Los Angeles-based artists rafa esparza and Timo Fahler will give a lecture focusing on collaboration and experimentation within their shared and individual artistic practices.
The artists will present examples of past projects initiated together, participated in jointly, and undertaken respectively with other collaborators leading up to their forthcoming project, “were-:NENETECH FORMS,” presented at MOCA Tucson and the University of Arizona’s Joseph Gross Gallery.

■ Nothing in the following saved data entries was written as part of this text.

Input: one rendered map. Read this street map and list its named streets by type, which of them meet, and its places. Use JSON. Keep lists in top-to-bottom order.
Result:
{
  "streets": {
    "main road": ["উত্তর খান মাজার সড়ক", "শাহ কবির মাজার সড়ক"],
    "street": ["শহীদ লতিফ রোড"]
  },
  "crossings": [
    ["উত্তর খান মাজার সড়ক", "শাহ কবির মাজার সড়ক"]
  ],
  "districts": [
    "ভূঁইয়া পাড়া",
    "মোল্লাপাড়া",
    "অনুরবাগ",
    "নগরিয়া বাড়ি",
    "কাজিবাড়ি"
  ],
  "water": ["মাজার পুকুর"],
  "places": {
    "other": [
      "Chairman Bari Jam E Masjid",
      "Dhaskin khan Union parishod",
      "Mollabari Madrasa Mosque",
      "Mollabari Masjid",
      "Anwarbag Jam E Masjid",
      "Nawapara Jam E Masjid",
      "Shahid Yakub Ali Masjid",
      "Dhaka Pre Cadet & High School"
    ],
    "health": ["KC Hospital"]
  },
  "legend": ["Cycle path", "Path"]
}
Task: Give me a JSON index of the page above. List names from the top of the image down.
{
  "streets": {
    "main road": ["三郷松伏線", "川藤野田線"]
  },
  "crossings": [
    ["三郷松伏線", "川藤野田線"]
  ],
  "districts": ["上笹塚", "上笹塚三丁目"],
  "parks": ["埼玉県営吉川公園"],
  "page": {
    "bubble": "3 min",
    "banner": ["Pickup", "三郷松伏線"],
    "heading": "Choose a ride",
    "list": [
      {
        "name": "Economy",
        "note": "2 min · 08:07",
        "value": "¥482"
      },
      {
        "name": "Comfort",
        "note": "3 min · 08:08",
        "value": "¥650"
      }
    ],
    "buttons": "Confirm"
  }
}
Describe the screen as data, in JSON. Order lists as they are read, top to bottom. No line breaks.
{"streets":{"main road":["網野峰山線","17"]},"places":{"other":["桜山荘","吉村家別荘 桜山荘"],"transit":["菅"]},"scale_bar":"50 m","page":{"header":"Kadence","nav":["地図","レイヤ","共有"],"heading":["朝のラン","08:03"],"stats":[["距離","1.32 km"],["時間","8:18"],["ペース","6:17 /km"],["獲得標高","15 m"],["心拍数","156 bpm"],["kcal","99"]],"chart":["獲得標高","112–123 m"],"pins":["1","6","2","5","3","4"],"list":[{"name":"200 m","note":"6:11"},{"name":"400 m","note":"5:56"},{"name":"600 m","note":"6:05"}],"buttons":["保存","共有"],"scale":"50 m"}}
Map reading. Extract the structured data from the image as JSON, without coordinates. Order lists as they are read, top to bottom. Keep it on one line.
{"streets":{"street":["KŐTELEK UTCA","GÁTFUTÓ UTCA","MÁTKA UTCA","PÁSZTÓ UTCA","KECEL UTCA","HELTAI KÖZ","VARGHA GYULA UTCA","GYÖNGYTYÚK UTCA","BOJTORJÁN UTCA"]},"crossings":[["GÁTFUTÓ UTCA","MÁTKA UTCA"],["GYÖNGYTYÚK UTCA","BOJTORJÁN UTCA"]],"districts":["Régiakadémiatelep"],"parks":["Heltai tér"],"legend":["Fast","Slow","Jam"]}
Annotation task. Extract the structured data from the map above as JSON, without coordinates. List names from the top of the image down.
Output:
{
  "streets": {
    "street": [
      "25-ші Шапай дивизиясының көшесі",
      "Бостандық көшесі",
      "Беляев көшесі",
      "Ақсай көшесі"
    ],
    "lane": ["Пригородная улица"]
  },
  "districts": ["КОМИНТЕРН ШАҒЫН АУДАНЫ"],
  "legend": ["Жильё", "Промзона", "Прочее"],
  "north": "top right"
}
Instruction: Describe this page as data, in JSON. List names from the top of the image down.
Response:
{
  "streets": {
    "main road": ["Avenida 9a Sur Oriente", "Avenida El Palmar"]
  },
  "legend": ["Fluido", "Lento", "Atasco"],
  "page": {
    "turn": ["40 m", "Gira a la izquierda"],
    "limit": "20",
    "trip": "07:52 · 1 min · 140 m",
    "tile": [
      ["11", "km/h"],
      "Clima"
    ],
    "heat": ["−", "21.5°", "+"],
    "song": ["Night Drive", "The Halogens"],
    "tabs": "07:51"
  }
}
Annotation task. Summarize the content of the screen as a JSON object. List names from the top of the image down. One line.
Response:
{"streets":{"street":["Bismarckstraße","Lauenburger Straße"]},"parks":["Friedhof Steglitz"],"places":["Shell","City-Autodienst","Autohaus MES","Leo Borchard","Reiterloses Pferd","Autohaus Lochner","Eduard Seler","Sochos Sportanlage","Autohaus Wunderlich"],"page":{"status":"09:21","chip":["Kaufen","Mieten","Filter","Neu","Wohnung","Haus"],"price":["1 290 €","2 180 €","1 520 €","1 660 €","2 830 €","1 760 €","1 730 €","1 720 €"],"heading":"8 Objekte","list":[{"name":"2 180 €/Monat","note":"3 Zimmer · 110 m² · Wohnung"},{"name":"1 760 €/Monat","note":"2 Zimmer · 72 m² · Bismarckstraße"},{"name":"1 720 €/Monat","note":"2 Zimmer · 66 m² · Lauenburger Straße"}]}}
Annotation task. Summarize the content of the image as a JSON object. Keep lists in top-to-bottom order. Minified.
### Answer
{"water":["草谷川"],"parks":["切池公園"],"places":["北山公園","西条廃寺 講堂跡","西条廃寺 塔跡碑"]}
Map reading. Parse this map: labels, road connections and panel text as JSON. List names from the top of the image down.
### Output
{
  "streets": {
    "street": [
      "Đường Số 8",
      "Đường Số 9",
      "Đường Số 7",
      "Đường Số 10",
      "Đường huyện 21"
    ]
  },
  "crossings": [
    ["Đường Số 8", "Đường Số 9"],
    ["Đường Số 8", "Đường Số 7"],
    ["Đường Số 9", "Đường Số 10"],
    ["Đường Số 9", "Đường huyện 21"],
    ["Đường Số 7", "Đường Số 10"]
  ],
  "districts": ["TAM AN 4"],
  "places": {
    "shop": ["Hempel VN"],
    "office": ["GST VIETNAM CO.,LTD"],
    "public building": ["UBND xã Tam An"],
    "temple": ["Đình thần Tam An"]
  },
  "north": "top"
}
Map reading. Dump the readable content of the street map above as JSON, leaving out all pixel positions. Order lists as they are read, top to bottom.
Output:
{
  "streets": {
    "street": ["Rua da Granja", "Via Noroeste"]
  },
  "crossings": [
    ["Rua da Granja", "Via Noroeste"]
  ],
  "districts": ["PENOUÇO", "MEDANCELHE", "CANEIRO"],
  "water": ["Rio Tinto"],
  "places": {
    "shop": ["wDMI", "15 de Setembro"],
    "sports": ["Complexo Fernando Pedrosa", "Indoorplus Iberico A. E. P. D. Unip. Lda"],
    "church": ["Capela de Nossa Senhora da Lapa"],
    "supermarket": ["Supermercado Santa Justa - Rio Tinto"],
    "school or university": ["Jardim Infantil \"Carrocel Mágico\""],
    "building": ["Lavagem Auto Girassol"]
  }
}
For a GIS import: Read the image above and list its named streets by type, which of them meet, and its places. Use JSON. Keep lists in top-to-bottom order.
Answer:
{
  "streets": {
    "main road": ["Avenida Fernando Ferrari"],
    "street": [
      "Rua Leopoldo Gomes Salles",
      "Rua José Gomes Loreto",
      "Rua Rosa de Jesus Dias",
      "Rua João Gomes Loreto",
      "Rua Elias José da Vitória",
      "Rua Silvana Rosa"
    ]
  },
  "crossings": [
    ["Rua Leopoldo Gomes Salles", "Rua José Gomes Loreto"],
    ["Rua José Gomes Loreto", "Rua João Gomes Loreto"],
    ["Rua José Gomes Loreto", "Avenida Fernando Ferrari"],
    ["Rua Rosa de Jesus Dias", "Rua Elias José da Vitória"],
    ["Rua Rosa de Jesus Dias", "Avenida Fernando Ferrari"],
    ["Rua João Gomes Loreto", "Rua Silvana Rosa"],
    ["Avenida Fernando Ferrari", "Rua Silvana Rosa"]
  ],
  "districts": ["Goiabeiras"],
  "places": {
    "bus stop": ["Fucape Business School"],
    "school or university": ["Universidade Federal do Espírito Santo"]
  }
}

The artists will be in dialogue with students from the University of Arizona, who will collectively intervene in the architecture of the Joseph Gross Gallery by building adobe “support structures.” The Gallery will become a laboratory for discussion and experimentation, with students conceiving of their own artistic contributions to the installation there or supporting the parallel project at MOCA Tucson over the course of the fall. Additional contributing artists, writers, scholars, and scientists will be invited into the conversations that shape and enliven the dual exhibitions, weaving together a multivalent conversation about adaptation, bi-nationality, and survival in the Sonoran Desert.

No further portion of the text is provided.